- **WHAT TO WORK ON**
Once the data has been read, print it back in full, exactly.

- **Stored items**

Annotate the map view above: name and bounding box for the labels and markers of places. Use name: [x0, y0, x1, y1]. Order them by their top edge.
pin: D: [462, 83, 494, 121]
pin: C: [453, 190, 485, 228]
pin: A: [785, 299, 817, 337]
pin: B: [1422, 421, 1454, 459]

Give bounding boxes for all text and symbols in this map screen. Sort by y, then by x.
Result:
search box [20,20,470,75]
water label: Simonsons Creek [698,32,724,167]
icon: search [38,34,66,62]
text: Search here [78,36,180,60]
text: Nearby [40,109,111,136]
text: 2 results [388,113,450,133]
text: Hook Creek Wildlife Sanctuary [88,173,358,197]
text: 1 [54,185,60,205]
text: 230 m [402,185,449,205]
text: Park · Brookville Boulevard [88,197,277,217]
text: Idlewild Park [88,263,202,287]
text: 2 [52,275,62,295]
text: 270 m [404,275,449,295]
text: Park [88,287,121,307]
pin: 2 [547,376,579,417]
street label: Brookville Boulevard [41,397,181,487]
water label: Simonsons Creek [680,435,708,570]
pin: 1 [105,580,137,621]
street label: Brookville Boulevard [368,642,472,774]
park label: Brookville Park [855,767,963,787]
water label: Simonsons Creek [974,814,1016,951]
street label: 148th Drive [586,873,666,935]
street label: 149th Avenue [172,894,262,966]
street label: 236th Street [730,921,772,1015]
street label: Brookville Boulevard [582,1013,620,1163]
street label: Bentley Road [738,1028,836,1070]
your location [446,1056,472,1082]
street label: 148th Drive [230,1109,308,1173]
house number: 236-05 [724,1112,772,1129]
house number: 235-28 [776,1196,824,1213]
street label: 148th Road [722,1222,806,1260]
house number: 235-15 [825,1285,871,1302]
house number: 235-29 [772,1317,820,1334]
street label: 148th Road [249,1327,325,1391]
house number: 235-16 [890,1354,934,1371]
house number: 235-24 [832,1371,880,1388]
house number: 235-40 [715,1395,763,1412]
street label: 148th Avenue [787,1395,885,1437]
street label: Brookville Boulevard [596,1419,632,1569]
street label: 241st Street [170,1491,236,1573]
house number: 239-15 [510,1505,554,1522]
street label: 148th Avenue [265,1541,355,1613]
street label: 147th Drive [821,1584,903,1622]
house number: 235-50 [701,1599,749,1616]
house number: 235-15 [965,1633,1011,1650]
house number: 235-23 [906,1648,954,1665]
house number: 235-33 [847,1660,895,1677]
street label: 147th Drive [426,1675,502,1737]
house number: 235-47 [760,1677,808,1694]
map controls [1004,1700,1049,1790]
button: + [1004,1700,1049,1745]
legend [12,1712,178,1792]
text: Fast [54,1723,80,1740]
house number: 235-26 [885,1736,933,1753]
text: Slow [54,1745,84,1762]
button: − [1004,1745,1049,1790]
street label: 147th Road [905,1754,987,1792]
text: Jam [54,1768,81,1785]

- **SOLVED PROBLEM**
Annotate the map view above: name and bounding box for the labels and markers of places. Use name: [x0, y0, x1, y1]. Order them by their top edge.
pin: D: [462, 83, 494, 121]
pin: C: [453, 190, 485, 228]
pin: A: [785, 299, 817, 337]
pin: B: [1422, 421, 1454, 459]

Give bounding boxes for all text and symbols in this map screen. Sort by y, then by x.
Result:
search box [20,20,470,75]
water label: Simonsons Creek [698,32,724,167]
icon: search [38,34,66,62]
text: Search here [78,36,180,60]
text: Nearby [40,109,111,136]
text: 2 results [388,113,450,133]
text: Hook Creek Wildlife Sanctuary [88,173,358,197]
text: 1 [54,185,60,205]
text: 230 m [402,185,449,205]
text: Park · Brookville Boulevard [88,197,277,217]
text: Idlewild Park [88,263,202,287]
text: 2 [52,275,62,295]
text: 270 m [404,275,449,295]
text: Park [88,287,121,307]
pin: 2 [547,376,579,417]
street label: Brookville Boulevard [41,397,181,487]
water label: Simonsons Creek [680,435,708,570]
pin: 1 [105,580,137,621]
street label: Brookville Boulevard [368,642,472,774]
park label: Brookville Park [855,767,963,787]
water label: Simonsons Creek [974,814,1016,951]
street label: 148th Drive [586,873,666,935]
street label: 149th Avenue [172,894,262,966]
street label: 236th Street [730,921,772,1015]
street label: Brookville Boulevard [582,1013,620,1163]
street label: Bentley Road [738,1028,836,1070]
your location [446,1056,472,1082]
street label: 148th Drive [230,1109,308,1173]
house number: 236-05 [724,1112,772,1129]
house number: 235-28 [776,1196,824,1213]
street label: 148th Road [722,1222,806,1260]
house number: 235-15 [825,1285,871,1302]
house number: 235-29 [772,1317,820,1334]
street label: 148th Road [249,1327,325,1391]
house number: 235-16 [890,1354,934,1371]
house number: 235-24 [832,1371,880,1388]
house number: 235-40 [715,1395,763,1412]
street label: 148th Avenue [787,1395,885,1437]
street label: Brookville Boulevard [596,1419,632,1569]
street label: 241st Street [170,1491,236,1573]
house number: 239-15 [510,1505,554,1522]
street label: 148th Avenue [265,1541,355,1613]
street label: 147th Drive [821,1584,903,1622]
house number: 235-50 [701,1599,749,1616]
house number: 235-15 [965,1633,1011,1650]
house number: 235-23 [906,1648,954,1665]
house number: 235-33 [847,1660,895,1677]
street label: 147th Drive [426,1675,502,1737]
house number: 235-47 [760,1677,808,1694]
map controls [1004,1700,1049,1790]
button: + [1004,1700,1049,1745]
legend [12,1712,178,1792]
text: Fast [54,1723,80,1740]
house number: 235-26 [885,1736,933,1753]
text: Slow [54,1745,84,1762]
button: − [1004,1745,1049,1790]
street label: 147th Road [905,1754,987,1792]
text: Jam [54,1768,81,1785]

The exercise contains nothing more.